The Saharan silver ant has special adaptations that enable it to face the heat of the desert. The most amazing is its full metal jacket of silver hair.
This small ant is called Cataglyphis bombycina but is known as the Saharan silver ant because of its impressive appearance. They can be easily spotted in the sunlight, due to their silver coating. However, this is not only a very beautiful accessory, but also an impressive defense mechanism that keeps them safe from the excruciating heat of the Saharan desert.
In fact, their ability to survive in the sun when no other living creature can is actually the center of their existence, because this amazing trait is the baseline of how and what they eat and how they keep safe from predators.
The Saharan silver ants stay hidden in their nests during nighttime and all throughout the morning. Only when midday comes and the temperature reaches its highest limit, the small little ant go out in groups. Their aim is to find their prey during the 10 minutes that they can last alive in the sun that often reaches temperatures of 53 degrees Celsius or even more.
These ants are scavengers and they get their food fresh and almost roasted. They eat the insects that die do to the insanely hot temperatures of the desert. As soon as they leave their nests, they have to keep track of their movements and always bare in mind that within those 10 minutes they will have to make the return journey as well.

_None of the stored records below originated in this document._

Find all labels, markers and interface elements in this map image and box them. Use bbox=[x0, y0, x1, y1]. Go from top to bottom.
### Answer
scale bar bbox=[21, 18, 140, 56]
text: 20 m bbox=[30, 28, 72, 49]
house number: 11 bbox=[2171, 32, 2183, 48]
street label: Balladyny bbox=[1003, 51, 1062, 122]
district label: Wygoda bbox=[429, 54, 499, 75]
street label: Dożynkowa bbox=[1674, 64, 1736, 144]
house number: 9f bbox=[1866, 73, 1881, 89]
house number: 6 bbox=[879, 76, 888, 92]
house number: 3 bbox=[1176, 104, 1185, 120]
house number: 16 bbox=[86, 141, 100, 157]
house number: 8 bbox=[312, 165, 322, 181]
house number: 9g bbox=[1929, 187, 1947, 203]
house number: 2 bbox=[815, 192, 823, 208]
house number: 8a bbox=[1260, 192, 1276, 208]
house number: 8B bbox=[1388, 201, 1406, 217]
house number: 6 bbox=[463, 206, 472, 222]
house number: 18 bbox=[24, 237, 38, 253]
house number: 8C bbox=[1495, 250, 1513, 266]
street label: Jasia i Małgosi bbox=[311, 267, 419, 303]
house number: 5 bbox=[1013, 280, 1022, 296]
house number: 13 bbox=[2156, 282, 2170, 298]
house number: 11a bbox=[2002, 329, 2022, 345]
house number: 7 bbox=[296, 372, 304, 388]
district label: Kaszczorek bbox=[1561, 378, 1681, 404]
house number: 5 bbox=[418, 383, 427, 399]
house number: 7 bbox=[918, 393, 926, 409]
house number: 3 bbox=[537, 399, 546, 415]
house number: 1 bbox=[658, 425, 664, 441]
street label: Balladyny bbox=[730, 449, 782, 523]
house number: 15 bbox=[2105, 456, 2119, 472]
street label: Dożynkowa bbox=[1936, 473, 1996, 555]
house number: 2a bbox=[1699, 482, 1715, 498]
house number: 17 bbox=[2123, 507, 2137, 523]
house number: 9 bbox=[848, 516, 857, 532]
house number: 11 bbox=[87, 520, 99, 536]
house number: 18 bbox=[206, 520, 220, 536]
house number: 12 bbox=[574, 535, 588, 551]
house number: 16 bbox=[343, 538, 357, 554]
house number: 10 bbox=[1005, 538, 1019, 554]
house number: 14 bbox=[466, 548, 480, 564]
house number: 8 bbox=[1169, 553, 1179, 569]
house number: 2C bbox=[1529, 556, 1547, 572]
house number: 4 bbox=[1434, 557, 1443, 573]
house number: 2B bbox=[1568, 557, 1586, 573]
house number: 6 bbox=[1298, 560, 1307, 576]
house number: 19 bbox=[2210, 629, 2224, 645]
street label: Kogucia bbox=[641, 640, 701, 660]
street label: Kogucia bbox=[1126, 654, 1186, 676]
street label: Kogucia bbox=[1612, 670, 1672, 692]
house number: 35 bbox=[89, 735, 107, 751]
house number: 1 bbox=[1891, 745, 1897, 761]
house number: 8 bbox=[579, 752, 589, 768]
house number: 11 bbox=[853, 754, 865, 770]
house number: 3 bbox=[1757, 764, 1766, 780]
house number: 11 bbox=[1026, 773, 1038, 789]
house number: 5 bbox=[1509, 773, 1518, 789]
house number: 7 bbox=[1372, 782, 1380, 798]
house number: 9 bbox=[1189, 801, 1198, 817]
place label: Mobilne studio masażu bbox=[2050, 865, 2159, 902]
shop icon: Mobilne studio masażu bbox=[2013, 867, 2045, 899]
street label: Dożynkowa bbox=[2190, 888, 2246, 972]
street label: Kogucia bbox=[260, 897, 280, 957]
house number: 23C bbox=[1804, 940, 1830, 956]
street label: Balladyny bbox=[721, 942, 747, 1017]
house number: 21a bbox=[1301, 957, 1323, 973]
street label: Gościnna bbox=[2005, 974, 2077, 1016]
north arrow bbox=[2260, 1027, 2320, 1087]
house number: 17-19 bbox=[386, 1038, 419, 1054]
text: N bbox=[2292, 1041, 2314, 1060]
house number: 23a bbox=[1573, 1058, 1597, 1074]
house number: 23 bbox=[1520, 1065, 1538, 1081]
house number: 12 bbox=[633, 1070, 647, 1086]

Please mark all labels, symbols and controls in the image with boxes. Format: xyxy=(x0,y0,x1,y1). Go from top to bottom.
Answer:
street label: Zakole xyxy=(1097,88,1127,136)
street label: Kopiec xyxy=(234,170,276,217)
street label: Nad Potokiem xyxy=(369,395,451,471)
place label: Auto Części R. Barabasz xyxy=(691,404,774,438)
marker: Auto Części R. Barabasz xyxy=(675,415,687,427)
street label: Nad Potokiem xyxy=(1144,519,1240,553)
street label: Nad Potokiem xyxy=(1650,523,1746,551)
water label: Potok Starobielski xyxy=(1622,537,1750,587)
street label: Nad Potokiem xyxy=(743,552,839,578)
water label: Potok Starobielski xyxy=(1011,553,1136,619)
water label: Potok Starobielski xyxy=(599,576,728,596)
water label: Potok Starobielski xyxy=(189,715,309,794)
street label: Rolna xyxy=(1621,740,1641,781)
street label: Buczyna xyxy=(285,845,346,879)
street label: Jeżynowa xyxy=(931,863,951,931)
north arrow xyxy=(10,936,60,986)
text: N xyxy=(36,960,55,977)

Furthermore, they often feed on insects that are their size or larger, much larger. And therefore the return journey is always much harder. They will look for their pray in every possible direction from their nests and if they do not find anything in time, they return empty handed. But most of the time they get lucky and stumble upon some poor insect that did not last in the scorching sun of the day. Every once in while the insect is not even dead just yet, and it is taken by the group of silver ants to their nest.
The other main reason why going out when the sun is at its strongest is the best option for the Saharan silver ants is that during that time, even their predators abandon their posts in the sun and retreat to shady places. These predators are usually a large collection of lizards and various reptiles that walk in the hot desert sand.
The most interesting aspects about the Saharan silver ant are the obviously the defense mechanisms that it uses to keep its body temperature at a the rate of survival. Firstly, the ant has abnormally long legs for an ant because this way it is able to stand higher from the sand. Secondly, it has a series of heat shock proteins that enable it to lower its temperature. And thirdly and most importantly, it has its sparky silver hair.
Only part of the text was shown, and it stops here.